Mand-e Bala (مند بالا) (Note: Also romanized as Mand-e Bālā; also known as Mand) is a village in Chah-e Ali Rural District of Jolgeh-ye Chah Hashem District, Dalgan County, Sistan and Baluchestan province, Iran.

==Demographics==
===Population===
At the time of the 2006 National Census, the village's population was 935 in 187 households, when it was in Jolgeh-ye Chah Hashem Rural District of the former Dalgan District of Iranshahr County.
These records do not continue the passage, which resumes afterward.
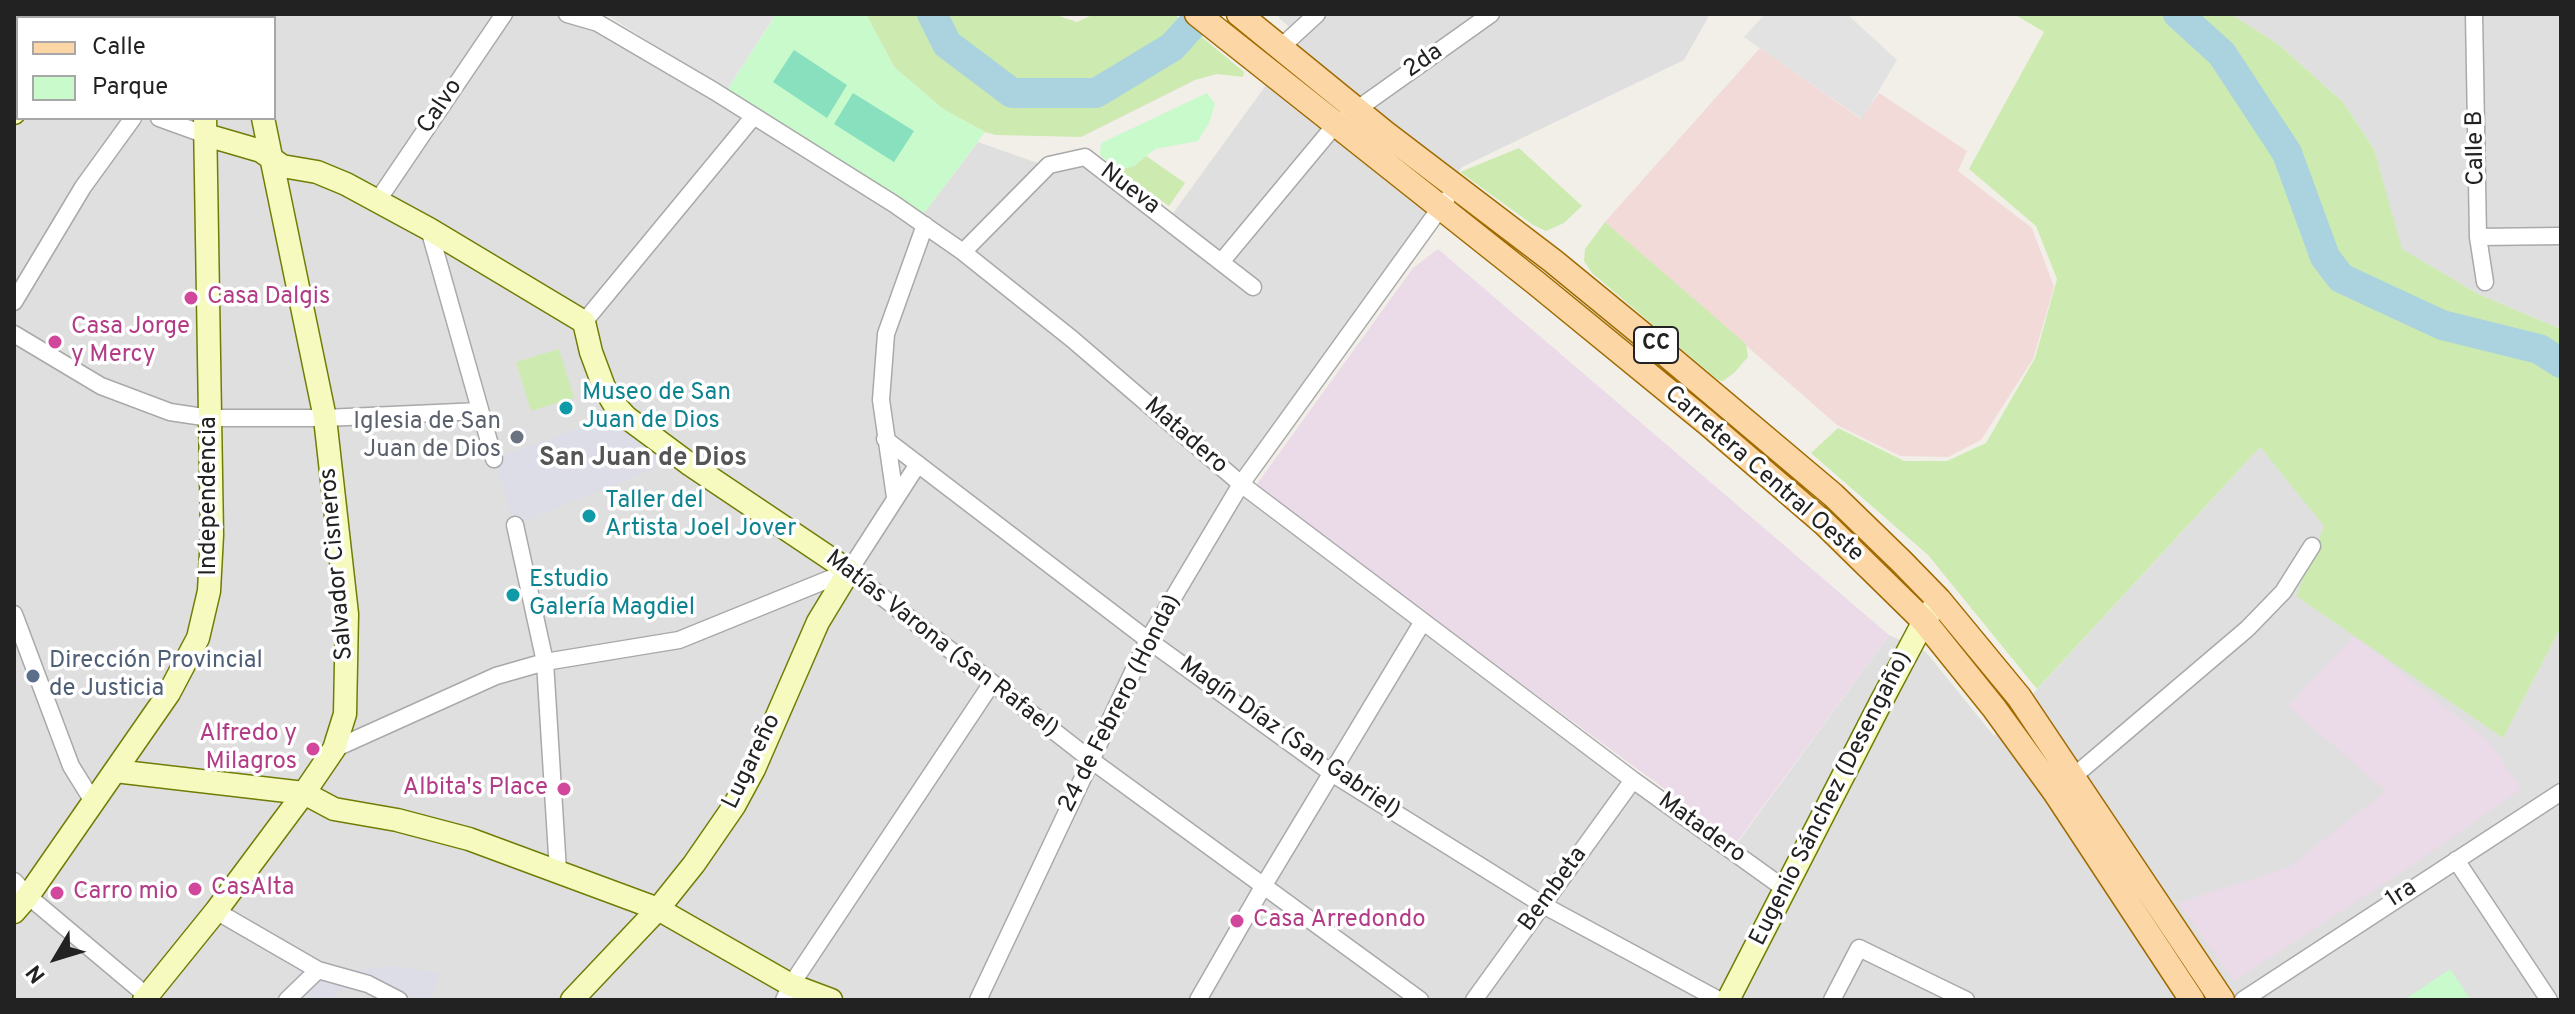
<!DOCTYPE html>
<meta charset="utf-8">
<style>
body{margin:0}
#map{position:relative;width:2575px;height:1014px;overflow:hidden;background:#f2efe9;font-family:Overpass,sans-serif}
canvas{display:block}
.frame{position:absolute;inset:0;border:16px solid #222;pointer-events:none}
.legend{position:absolute;left:16px;top:16px;width:260px;height:104px;box-sizing:border-box;background:#fff;border:2px solid #a7a7a7;margin:0;padding:10px 14px;list-style:none;font-size:24px;color:#222}
.legend li{display:flex;align-items:center;gap:16px;height:40px}
.legend b{width:40px;border:2px solid #a7a7a7}
.north{position:absolute;left:16px;top:918px;width:80px;height:80px;-webkit-text-stroke:6px #fff;paint-order:stroke;rotate:232deg;font-size:22px;font-weight:700;line-height:32px;text-align:center;color:#222}
.north::after{content:'';display:block;margin:auto;width:28px;height:36px;background:#222;clip-path:polygon(50% 0,100% 100%,50% 72%,0 100%)}
</style>
<div id="map">
<canvas width="2575" height="1014"></canvas>
<div class="frame"></div>
<ul class="legend">
<li><b style="height:10px;background:#fcd6a4"></b>Calle</li>
<li><b style="height:22px;background:#c8facc"></b>Parque</li>
</ul>
<div class="north">N</div>
</div>
<script>
const ctx = document.querySelector('canvas').getContext('2d');
ctx.lineJoin = 'round';
function paint(path, color) { ctx.fillStyle = color; ctx.fill(path, 'evenodd'); }
const toPath = rows => new Path2D(rows.map(r => 'M' + r).join(''));
function strokePath(path, color, width, dash) { ctx.strokeStyle = color; ctx.lineWidth = width; ctx.lineCap = dash ? 'butt' : 'round'; ctx.setLineDash(dash || []); ctx.stroke(path); }
function drawText(font, color, halo, rows, align = 'center') {
  ctx.font = font + ' Overpass,sans-serif'; ctx.lineWidth = 7; ctx.setLineDash([]); ctx.textBaseline = 'middle'; ctx.strokeStyle = halo; ctx.fillStyle = color; for (const [text, x, y, turn = 0] of rows) {
    ctx.save(); ctx.translate(x, y); ctx.rotate((+turn || 0) * Math.PI / 180); ctx.textAlign = isNaN(turn) ? turn : align; if (halo) ctx.strokeText(text, 0, 0); ctx.fillText(text, 0, 0); ctx.restore();
  }
}
paint(toPath([
 [14,14,18,18,18,118,274,118,274,18,107,18,110,14,582,14,917,222,978,142,1049,167,1088,157,1171,216,1301,37,1279,18,1279,14,1710,14,1684,60,1462,167,1420,225,1245,482,1730,853,1889,635,1926,652,1994,736,2260,447,2503,737,2561,627,2561,1000,14,1000],
 [2231,14,2561,14,2561,329,2478,294,2401,249,2374,149,2343,102,2279,45]
]), '#e0dfdf');
paint(toPath([
 [1760,48,1861,119,1879,93,1967,151,1958,171,2032,228,2054,287,2033,359,1981,440,1948,457,1900,456,1837,425,1605,222]
]), '#f2dad9');
paint(toPath([
 [1438,249,1889,635,1737,842,1254,488,1413,268],
 [2354,636,2489,741,2521,789,2417,862,2234,981,2178,903,2289,867,2386,791,2288,706]
]), '#ebdbe8');
paint(toPath([
 [866,14,1053,14,1077,22,1094,14,1174,14,1244,72,1243,77,1217,74,1195,80,1081,137,996,135,985,132,943,109,894,67],
 [2014,14,2231,14,2279,45,2343,102,2374,149,2402,249,2478,294,2561,329,2561,627,2503,738,2296,596,2324,526,2260,447,2037,689,1928,555,1811,453,1838,428,1904,461,1947,461,1986,443,2035,358,2057,279,2036,226,1969,169,2044,32],
 [1519,148,1582,206,1564,223,1546,231,1533,225,1460,172],
 [1146,156,1185,183,1169,206,1117,170,1134,166],
 [1605,222,1746,344,1748,357,1734,373,1723,381,1718,380,1592,273,1584,261,1585,249],
 [559,349,574,398,531,411,516,362]
]), '#cdebb0');
paint(toPath([
 [769,14,866,14,894,67,943,109,985,132,922,216,727,90,774,18],
 [1207,93,1215,104,1209,123,1198,141,1155,149,1134,166,1117,170,1100,155,1101,143],
 [2450,969,2471,1000,2404,1000]
]), '#c8facc');
paint(toPath([
 [794,50,847,85,827,118,773,82],
 [853,93,914,131,894,162,834,124]
]), '#88e0be');
paint(toPath([
 [605,14,769,14,774,17,727,90],
 [1765,14,1847,14,1897,60,1862,119,1744,37]
]), '#e2e2e2');
paint(toPath([
 [614,415,671,462,515,525,494,459],
 [312,955,345,971,391,966,440,973,430,1000,389,1000,349,984,329,1000,313,1000,292,979]
]), '#dddde8');
strokePath(toPath([
 [932,14,947,44,1012,93,1096,93,1172,47,1202,14],
 [2178,14,2222,54,2287,153,2325,257,2341,278,2442,325,2539,349,2561,363]
]), '#aad3df', 30);
const street = toPath([
 [246,14,246,18],
 [567,14,598,23,714,91,894,204,963,252,1072,339,1241,484,1633,780,1785,889],
 [2474,14,2478,237,2485,282],
 [1280,48,1317,14],
 [159,118,206,135],
 [378,200,504,14],
 [429,229,494,459],
 [2478,237,2561,236],
 [963,252,1049,165,1085,157,1253,287],
 [1222,261,1335,125,1491,14],
 [14,302,83,187,133,118],
 [584,322,754,116],
 [14,334,101,386,170,412,210,418,325,418,480,411],
 [885,439,1148,640,1333,774,1543,905,1719,1000],
 [895,497,881,400,886,334,925,225],
 [515,525,545,662,558,871],
 [849,571,1091,760,1420,1000],
 [849,571,918,464],
 [14,614,71,766,94,803],
 [334,749,496,676,545,662,679,640,849,571],
 [2067,782,2247,629,2283,592,2312,546],
 [2456,860,2549,1000],
 [14,881,28,896,147,996],
 [216,911,318,970,368,984,399,1000],
 [287,1000,318,970],
 [784,1000,791,985,992,683],
 [978,1000,1148,640,1241,484,1446,200],
 [1198,1000,1264,885,1422,623],
 [1474,1000,1633,780],
 [1832,1000,1859,948,1966,1000],
 [2243,1000,2561,792]
]);
const secondary = toPath([
 [158,14,164,18],
 [98,18,102,14],
 [14,113,18,108],
 [206,135,261,151,282,166,317,172,346,184,429,229,584,322,591,352,604,387,614,404,626,417,688,463,849,571,818,622,754,769,734,806,694,864,658,909,572,1000],
 [115,771,304,793,334,809,397,820,469,839,658,909,791,985,831,1000],
 [14,912,28,896,169,693,198,638,209,591,212,535,205,118],
 [144,1000,216,911,304,793,334,749,345,714,347,614,325,418,263,118],
 [1728,1000,1881,702,1924,621,1939,600]
]);
const primary = toPath([
 [1197,14,1536,283,1706,422,1825,524,1924,621,1994,708,2055,792,2192,1000],
 [1239,14,1385,133,1553,261,1642,334,1833,495,1902,562,1939,600,2019,697,2222,1000]
]);
strokePath(street, '#a9a9a9', 19);
strokePath(secondary, '#707d05', 25);
strokePath(primary, '#a06b00', 27);
strokePath(street, '#fff', 16);
strokePath(secondary, '#f7fabf', 22);
strokePath(primary, '#fcd6a4', 24);
for (const [x, y, r, color] of [
 [191,298,8,"#d1479c"],
 [55,342,8,"#d1479c"],
 [566,408,8,"#0f9aa8"],
 [517,437,8,"#6b7280"],
 [589,516,8,"#0f9aa8"],
 [513,595,8,"#0f9aa8"],
 [33,676,8,"#5c6f8a"],
 [313,749,8,"#d1479c"],
 [564,789,8,"#d1479c"],
 [195,889,8,"#d1479c"],
 [57,893,8,"#d1479c"],
 [1237,921,8,"#d1479c"]
]) { const dot = new Path2D(); dot.arc(x, y, r, 0, 2 * Math.PI); ctx.fillStyle = color; ctx.fill(dot); strokePath(dot, '#fff', 3); }
for (const [x, y, w] of [
 [1656,345,44]
]) { const box = new Path2D(); box.roundRect(x - w / 2, y - 18, w, 36, 6); ctx.fillStyle = '#fff'; ctx.fill(box); strokePath(box, '#222', 2); }
drawText('bold 22px', '#222', null, [
 ["CC",1656,345]
]);
drawText('24px', '#222', '#fff', [
 ["2da",1424,62,-35],
 ["Calvo",441,107,-56],
 ["Calle B",2477,148,-91],
 ["Nueva",1129,190,37],
 ["Matadero",1185,437,41],
 ["Carretera Central Oeste",1763,475,41],
 ["Independencia",210,496,-90],
 ["Salvador Cisneros",338,564,-95],
 ["Matías Varona (San Rafael)",941,645,38],
 ["24 de Febrero (Honda)",1121,704,-63],
 ["Magín Díaz (San Gabriel)",1289,739,35],
 ["Lugareño",753,762,-64],
 ["Eugenio Sánchez (Desengaño)",1832,799,-63],
 ["Matadero",1701,829,36],
 ["Bembeta",1554,890,-54],
 ["1ra",2402,895,-33]
]);
drawText('24px', '#b23c85', '#fff', [
 ["Casa Dalgis",207,298],
 ["Casa Jorge",71,328],
 ["y Mercy",71,356],
 ["Alfredo y",297,735,"right"],
 ["Milagros",297,763,"right"],
 ["Albita's Place",548,789,"right"],
 ["CasAlta",211,889],
 ["Carro mio",73,893],
 ["Casa Arredondo",1253,921]
], 'left');
drawText('24px', '#0d838f', '#fff', [
 ["Museo de San",582,394],
 ["Juan de Dios",582,422],
 ["Taller del",605,502],
 ["Artista Joel Jover",605,530],
 ["Estudio",529,581],
 ["Galería Magdiel",529,609]
], 'left');
drawText('24px', '#5b616d', '#fff', [
 ["Iglesia de San",501,423],
 ["Juan de Dios",501,451]
], 'right');
drawText('24px', '#4e5e75', '#fff', [
 ["Dirección Provincial",49,662],
 ["de Justicia",49,690]
], 'left');
drawText('bold 26px', '#555', '#fff', [
 ["San Juan de Dios",643,460]
]);
</script>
The following census in 2011 counted 1,033 people in 227 households, by which time the district had been separated from the county in the establishment of Dalgan County. The rural district was transferred to the new Jolgeh-ye Chah Hashem District, and Mand-e Bala was transferred to Chah-e Ali Rural District created in the district. The 2016 census measured the population of the village as 1,119 people in 288 households. It was the most populous village in its rural district.